Directions
Check each line of the material that follows, and copy those holding the string "halo".

Records provided Block Start

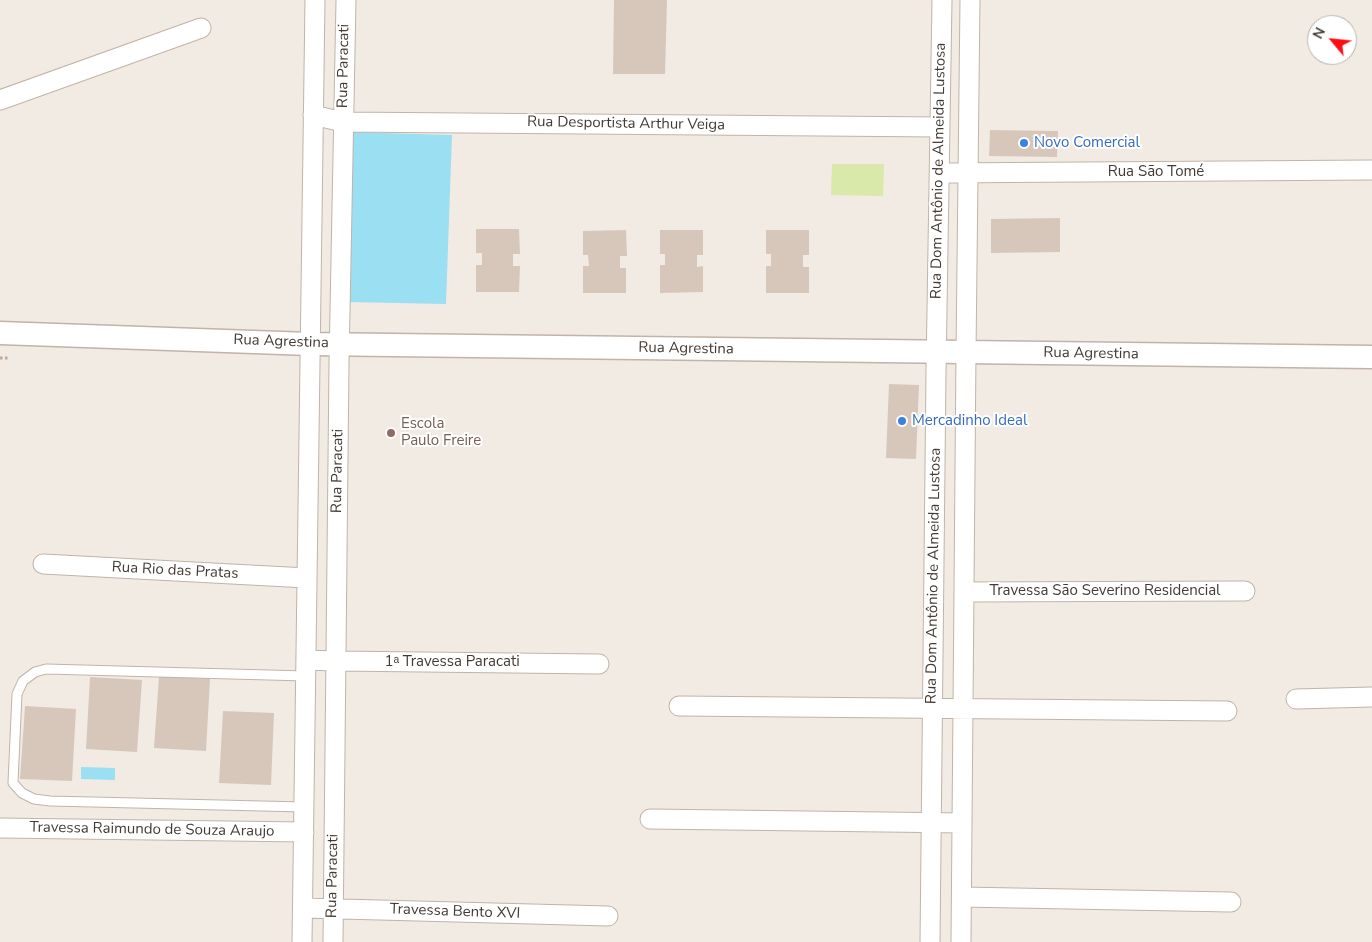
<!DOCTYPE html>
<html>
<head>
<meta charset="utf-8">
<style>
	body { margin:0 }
	#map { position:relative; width:1372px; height:942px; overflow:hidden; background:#f2ebe3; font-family:"Nunito Sans",sans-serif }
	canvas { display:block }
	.north { position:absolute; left:1307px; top:15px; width:50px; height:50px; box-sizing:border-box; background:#fff; border:1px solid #b4b0ad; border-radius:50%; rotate:298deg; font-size:14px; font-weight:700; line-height:20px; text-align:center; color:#443a33 }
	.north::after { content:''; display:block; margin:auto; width:18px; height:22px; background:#ff0d15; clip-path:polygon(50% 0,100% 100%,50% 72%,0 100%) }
</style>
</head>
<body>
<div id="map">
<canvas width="1372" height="942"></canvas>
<div class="north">N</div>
</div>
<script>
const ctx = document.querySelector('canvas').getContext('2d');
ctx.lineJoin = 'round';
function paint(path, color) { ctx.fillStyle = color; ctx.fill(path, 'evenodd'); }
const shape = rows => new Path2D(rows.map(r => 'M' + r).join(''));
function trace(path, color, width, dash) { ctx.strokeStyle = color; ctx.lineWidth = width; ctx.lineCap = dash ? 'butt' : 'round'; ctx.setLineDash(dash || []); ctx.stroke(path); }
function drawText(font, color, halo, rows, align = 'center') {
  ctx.font = font + ' "Nunito Sans",sans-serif'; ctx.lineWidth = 4; ctx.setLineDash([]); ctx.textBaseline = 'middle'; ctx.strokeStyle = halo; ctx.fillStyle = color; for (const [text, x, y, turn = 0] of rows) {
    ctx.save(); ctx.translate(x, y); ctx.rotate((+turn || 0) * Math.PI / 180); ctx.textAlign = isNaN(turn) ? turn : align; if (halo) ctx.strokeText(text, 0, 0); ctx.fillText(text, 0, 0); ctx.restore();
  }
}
const green = shape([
	[832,164,884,164,883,196,831,195]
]);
const water = shape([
	[350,132,452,135,446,304,347,302],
	[81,767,115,768,115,780,81,779]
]);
const building = shape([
	[614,0,667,0,665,74,613,74],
	[990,130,1058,131,1057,157,989,156],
	[1060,218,1060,252,991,253,991,219],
	[476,229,519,229,520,254,513,254,513,266,520,266,519,292,476,292,476,265,482,265,482,253,476,253],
	[626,230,627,256,620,256,620,268,626,268,626,293,583,293,583,266,589,266,588,255,583,255,583,231],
	[660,230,703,230,703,255,697,255,697,267,703,266,703,292,660,293,660,265,665,265,665,254,660,254],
	[766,230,809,230,809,255,803,255,803,267,809,267,809,293,766,293,766,266,771,266,771,254,766,254],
	[889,384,919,385,916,459,886,458],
	[159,676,210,679,206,751,154,748],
	[90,677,142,680,137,752,86,749],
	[25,706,76,709,72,781,20,779],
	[223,711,274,713,271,785,219,783]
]);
const path = shape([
	[0,358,9,358]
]);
const service = shape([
	[304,807,50,801,34,799,22,793,13,783,17,694,23,681,35,672,46,669,306,676]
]);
const minor = shape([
	[0,100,201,28],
	[313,115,343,122,940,127],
	[940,173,1372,170],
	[43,564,307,578],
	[964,592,1245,591],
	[306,660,336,661,599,664],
	[1296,699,1372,697],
	[679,706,1227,711],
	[650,819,962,823],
	[0,828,304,832],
	[962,897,1231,902],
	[303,908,608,916],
	[302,942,315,0],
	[333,942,339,363,346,0],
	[930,942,936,371,942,0],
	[961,942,966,352,970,0]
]);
const tertiary = shape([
	[0,333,310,344,1372,357]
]);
const markers = [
	[1024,143,5,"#3f7fe0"],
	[902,421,5,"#3f7fe0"],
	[391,433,5,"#8d6e63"]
];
const streetNames = [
	["Rua Paracati",344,66,-89],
	["Rua Desportista Arthur Veiga",626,124,1],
	["Rua Dom Antônio de Almeida Lustosa",939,171,-89],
	["Rua São Tomé",1156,172],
	["Rua Agrestina",281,342,2],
	["Rua Agrestina",686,349,1],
	["Rua Agrestina",1091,354,1],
	["Rua Paracati",338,471,-89],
	["Rua Rio das Pratas",175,571,3],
	["Rua Dom Antônio de Almeida Lustosa",934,576,-89],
	["Travessa São Severino Residencial",1105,591],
	["1ᵃ Travessa Paracati",452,662],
	["Travessa Raimundo de Souza Araujo",152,830,1],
	["Rua Paracati",333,876,-89],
	["Travessa Bento XVI",455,912,2]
];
const shopNames = [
	["Novo Comercial",1034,143],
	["Mercadinho Ideal",912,421]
];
const educationNames = [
	["Escola",401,424],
	["Paulo Freire",401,441]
];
paint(green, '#d8e9a9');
paint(water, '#9bdff3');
paint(building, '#d7c7bb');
trace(service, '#c1b3a8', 11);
trace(minor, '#c1b3a8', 21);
trace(tertiary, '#c1b3a8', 25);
trace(path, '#c0a996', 3, [2.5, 2.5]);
trace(service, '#fff', 9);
trace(minor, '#fff', 19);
trace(tertiary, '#fff', 22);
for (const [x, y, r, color] of markers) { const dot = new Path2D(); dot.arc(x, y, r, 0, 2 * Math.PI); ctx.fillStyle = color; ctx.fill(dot); trace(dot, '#fff', 2); }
drawText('15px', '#443a33', '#fff', streetNames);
drawText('15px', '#366cbe', '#fff', shopNames, 'left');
drawText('15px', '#785e54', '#fff', educationNames, 'left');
</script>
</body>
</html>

Records provided Block End

Result for this task
function drawText(font, color, halo, rows, align = 'center') {
  ctx.font = font + ' "Nunito Sans",sans-serif'; ctx.lineWidth = 4; ctx.setLineDash([]); ctx.textBaseline = 'middle'; ctx.strokeStyle = halo; ctx.fillStyle = color; for (const [text, x, y, turn = 0] of rows) {
    ctx.save(); ctx.translate(x, y); ctx.rotate((+turn || 0) * Math.PI / 180); ctx.textAlign = isNaN(turn) ? turn : align; if (halo) ctx.strokeText(text, 0, 0); ctx.fillText(text, 0, 0); ctx.restore();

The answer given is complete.